- **Brief**: The answer must be one number: the count of lines in the data below that include "restaurant".

Record extracts Start Marker

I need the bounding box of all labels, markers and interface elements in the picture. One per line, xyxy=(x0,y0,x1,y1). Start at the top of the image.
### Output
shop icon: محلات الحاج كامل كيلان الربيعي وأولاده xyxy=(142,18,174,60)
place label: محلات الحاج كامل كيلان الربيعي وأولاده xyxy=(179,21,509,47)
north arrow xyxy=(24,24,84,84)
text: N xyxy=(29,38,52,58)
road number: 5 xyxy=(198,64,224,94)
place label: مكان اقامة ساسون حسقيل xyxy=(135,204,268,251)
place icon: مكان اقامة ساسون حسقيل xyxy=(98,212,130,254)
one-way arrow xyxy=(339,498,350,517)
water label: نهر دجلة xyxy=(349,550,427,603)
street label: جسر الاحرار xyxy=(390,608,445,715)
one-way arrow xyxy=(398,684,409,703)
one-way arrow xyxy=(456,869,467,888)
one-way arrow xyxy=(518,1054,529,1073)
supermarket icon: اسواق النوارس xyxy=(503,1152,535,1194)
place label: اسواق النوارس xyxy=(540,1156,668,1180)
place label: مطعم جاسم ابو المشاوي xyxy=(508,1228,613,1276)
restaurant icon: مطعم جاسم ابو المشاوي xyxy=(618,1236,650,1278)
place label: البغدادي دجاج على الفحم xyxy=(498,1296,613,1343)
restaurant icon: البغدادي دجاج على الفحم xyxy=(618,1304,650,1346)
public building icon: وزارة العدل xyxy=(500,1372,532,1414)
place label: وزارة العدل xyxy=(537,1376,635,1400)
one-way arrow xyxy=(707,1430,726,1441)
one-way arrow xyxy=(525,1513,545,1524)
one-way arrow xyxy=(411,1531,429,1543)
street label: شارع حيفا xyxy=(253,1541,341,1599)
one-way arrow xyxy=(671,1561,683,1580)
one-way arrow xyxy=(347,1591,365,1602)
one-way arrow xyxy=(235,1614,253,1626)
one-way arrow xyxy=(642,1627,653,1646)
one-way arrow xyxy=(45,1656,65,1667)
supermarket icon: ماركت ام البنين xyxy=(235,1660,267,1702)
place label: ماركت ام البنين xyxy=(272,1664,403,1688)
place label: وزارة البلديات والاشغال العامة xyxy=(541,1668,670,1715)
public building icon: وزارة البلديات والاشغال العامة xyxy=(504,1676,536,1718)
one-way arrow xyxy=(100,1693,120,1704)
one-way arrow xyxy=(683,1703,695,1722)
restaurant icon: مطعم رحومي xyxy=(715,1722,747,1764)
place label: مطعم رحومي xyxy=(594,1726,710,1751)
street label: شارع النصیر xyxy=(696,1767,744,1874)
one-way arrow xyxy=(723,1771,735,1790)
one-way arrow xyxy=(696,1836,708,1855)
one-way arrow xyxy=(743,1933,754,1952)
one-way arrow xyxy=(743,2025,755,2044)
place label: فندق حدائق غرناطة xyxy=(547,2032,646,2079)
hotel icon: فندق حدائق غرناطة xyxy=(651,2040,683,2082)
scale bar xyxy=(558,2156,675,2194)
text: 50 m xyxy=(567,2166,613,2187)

Record extracts End Marker

- **Response to the exercise**: 3